◆ **What the task requires**: Leaving all pictures aside, write out the records below precisely as given.

Collected data entries
===

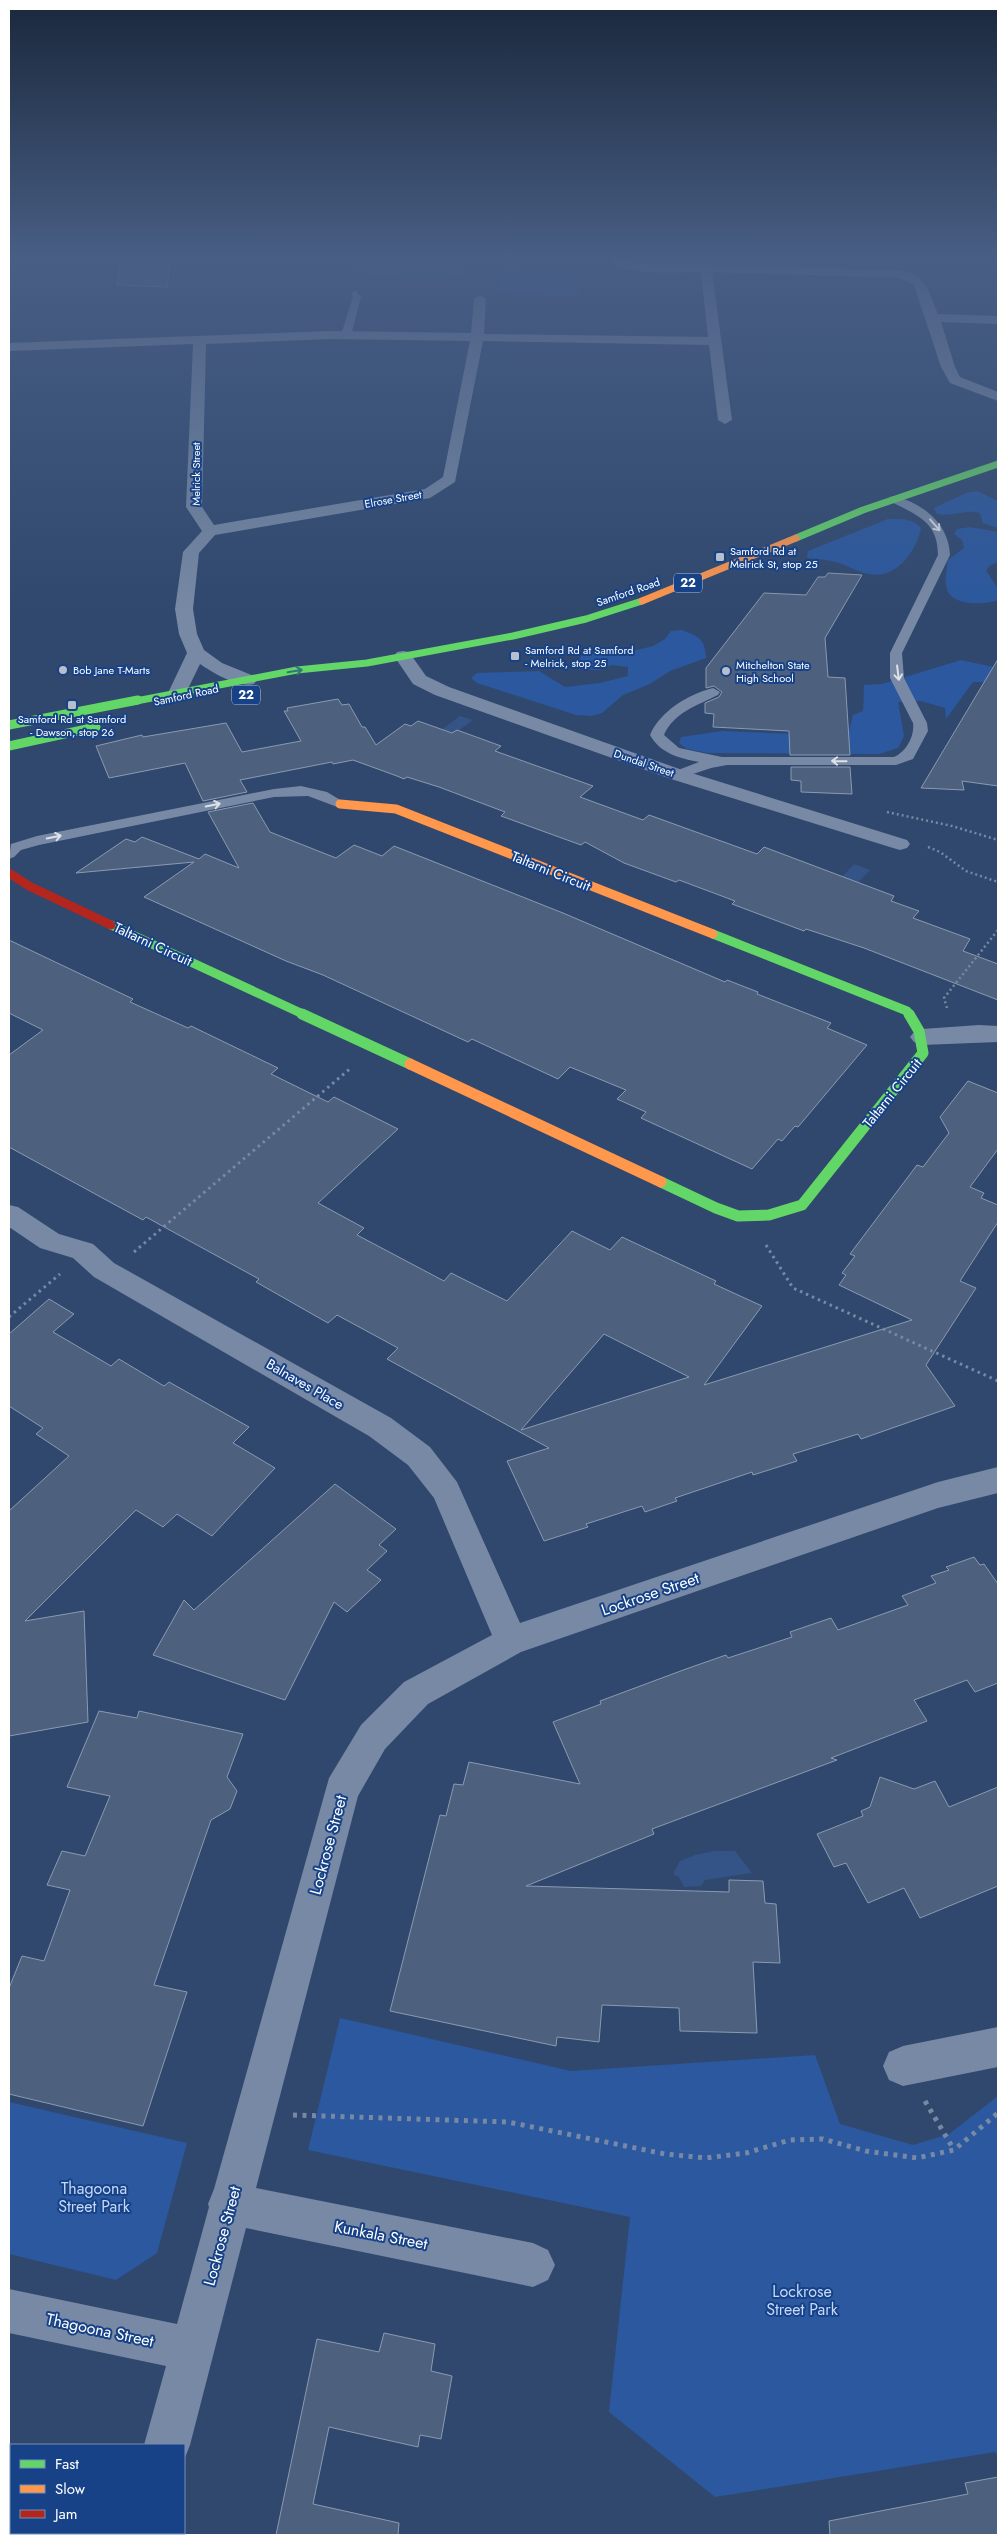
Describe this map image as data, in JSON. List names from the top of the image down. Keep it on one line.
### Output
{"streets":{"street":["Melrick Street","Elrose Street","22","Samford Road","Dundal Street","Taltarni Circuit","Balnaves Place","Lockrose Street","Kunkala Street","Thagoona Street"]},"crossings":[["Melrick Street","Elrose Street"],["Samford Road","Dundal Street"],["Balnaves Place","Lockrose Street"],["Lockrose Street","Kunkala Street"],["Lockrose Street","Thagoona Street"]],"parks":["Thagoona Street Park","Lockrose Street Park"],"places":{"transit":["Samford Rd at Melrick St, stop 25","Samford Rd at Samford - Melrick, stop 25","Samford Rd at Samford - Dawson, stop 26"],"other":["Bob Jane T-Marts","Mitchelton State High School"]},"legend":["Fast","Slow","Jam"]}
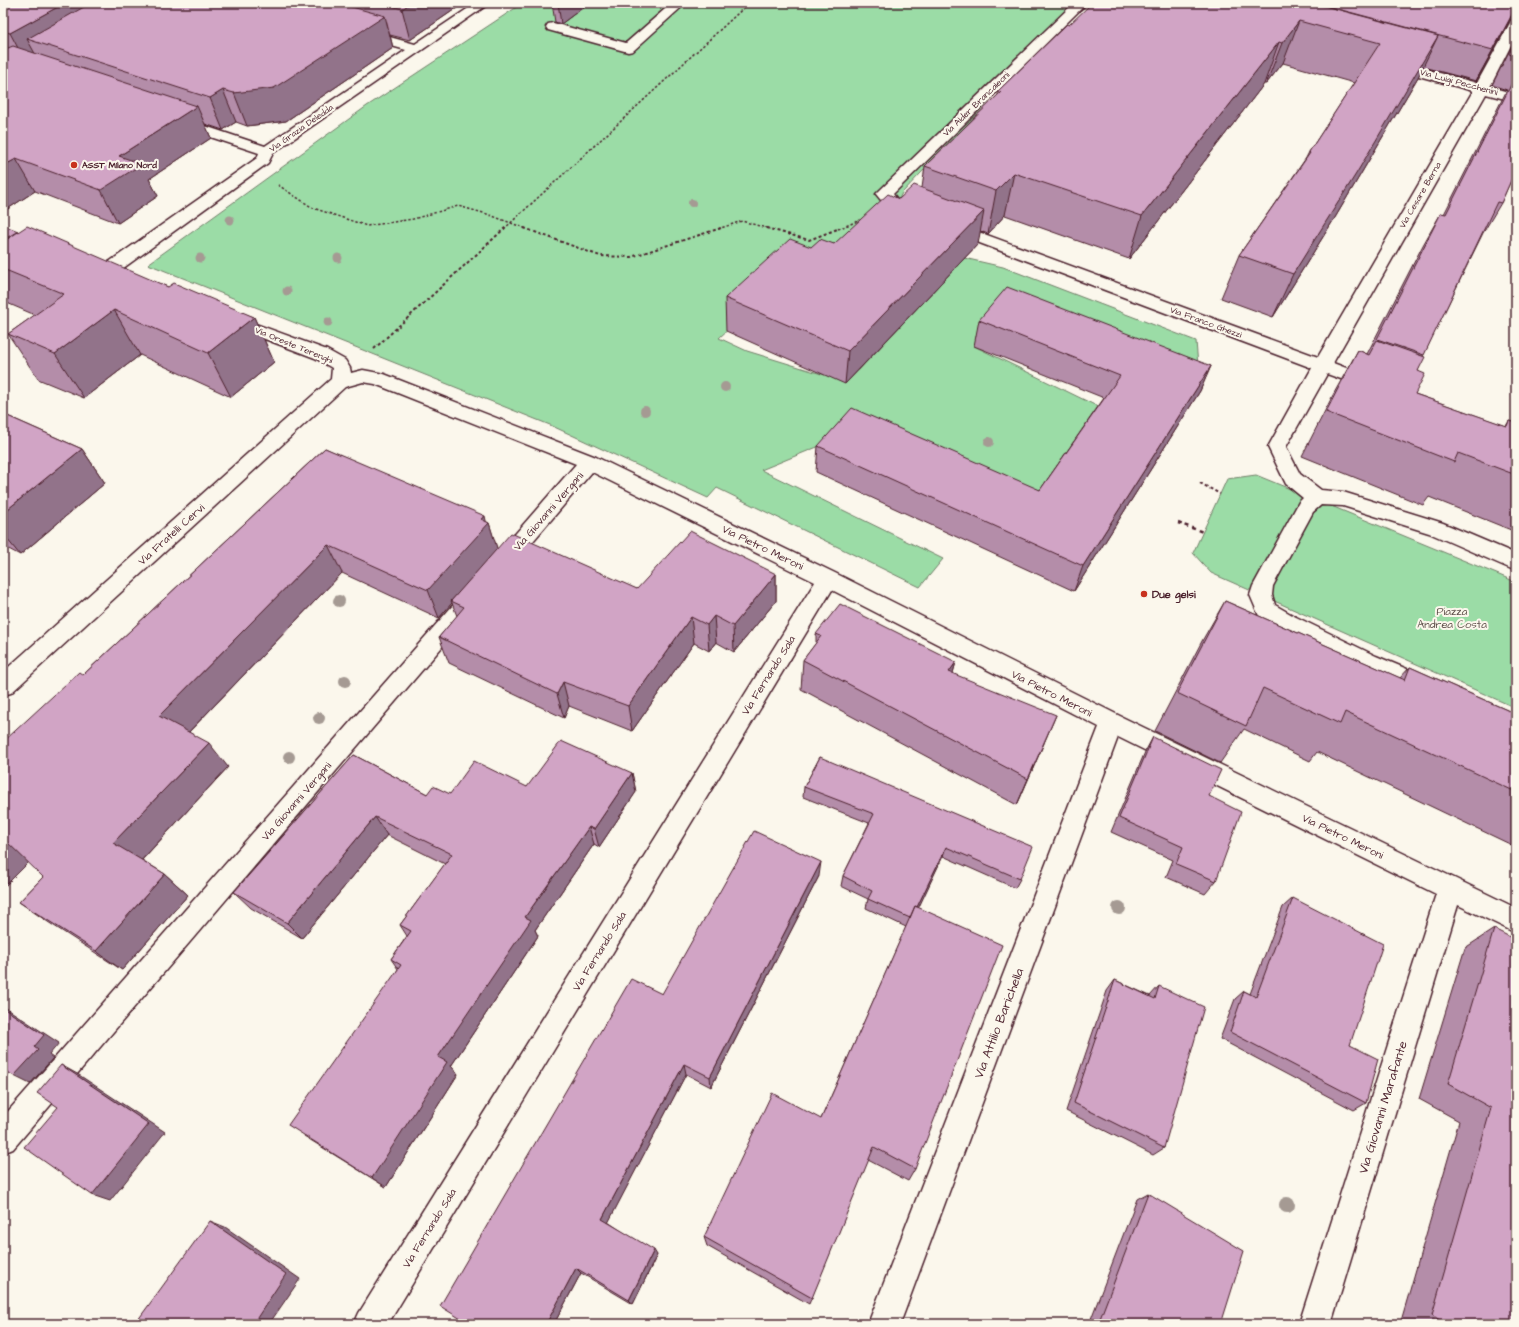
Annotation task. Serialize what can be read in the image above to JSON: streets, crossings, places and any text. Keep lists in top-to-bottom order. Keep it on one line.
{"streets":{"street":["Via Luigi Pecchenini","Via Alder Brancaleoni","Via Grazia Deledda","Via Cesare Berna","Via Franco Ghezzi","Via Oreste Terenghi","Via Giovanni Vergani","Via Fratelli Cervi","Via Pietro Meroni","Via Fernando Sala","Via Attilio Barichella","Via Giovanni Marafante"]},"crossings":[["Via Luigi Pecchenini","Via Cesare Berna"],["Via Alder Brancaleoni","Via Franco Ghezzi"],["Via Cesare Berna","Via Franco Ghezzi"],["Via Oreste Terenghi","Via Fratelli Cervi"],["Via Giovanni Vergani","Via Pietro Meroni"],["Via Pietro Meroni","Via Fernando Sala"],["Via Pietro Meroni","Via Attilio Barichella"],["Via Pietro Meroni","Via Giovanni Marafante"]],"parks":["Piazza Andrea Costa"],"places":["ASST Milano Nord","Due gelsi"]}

===

◆ **Reply to the task**:
Describe this map image as data, in JSON. List names from the top of the image down. Keep it on one line.
### Output
{"streets":{"street":["Melrick Street","Elrose Street","22","Samford Road","Dundal Street","Taltarni Circuit","Balnaves Place","Lockrose Street","Kunkala Street","Thagoona Street"]},"crossings":[["Melrick Street","Elrose Street"],["Samford Road","Dundal Street"],["Balnaves Place","Lockrose Street"],["Lockrose Street","Kunkala Street"],["Lockrose Street","Thagoona Street"]],"parks":["Thagoona Street Park","Lockrose Street Park"],"places":{"transit":["Samford Rd at Melrick St, stop 25","Samford Rd at Samford - Melrick, stop 25","Samford Rd at Samford - Dawson, stop 26"],"other":["Bob Jane T-Marts","Mitchelton State High School"]},"legend":["Fast","Slow","Jam"]}
Annotation task. Serialize what can be read in the image above to JSON: streets, crossings, places and any text. Keep lists in top-to-bottom order. Keep it on one line.
{"streets":{"street":["Via Luigi Pecchenini","Via Alder Brancaleoni","Via Grazia Deledda","Via Cesare Berna","Via Franco Ghezzi","Via Oreste Terenghi","Via Giovanni Vergani","Via Fratelli Cervi","Via Pietro Meroni","Via Fernando Sala","Via Attilio Barichella","Via Giovanni Marafante"]},"crossings":[["Via Luigi Pecchenini","Via Cesare Berna"],["Via Alder Brancaleoni","Via Franco Ghezzi"],["Via Cesare Berna","Via Franco Ghezzi"],["Via Oreste Terenghi","Via Fratelli Cervi"],["Via Giovanni Vergani","Via Pietro Meroni"],["Via Pietro Meroni","Via Fernando Sala"],["Via Pietro Meroni","Via Attilio Barichella"],["Via Pietro Meroni","Via Giovanni Marafante"]],"parks":["Piazza Andrea Costa"],"places":["ASST Milano Nord","Due gelsi"]}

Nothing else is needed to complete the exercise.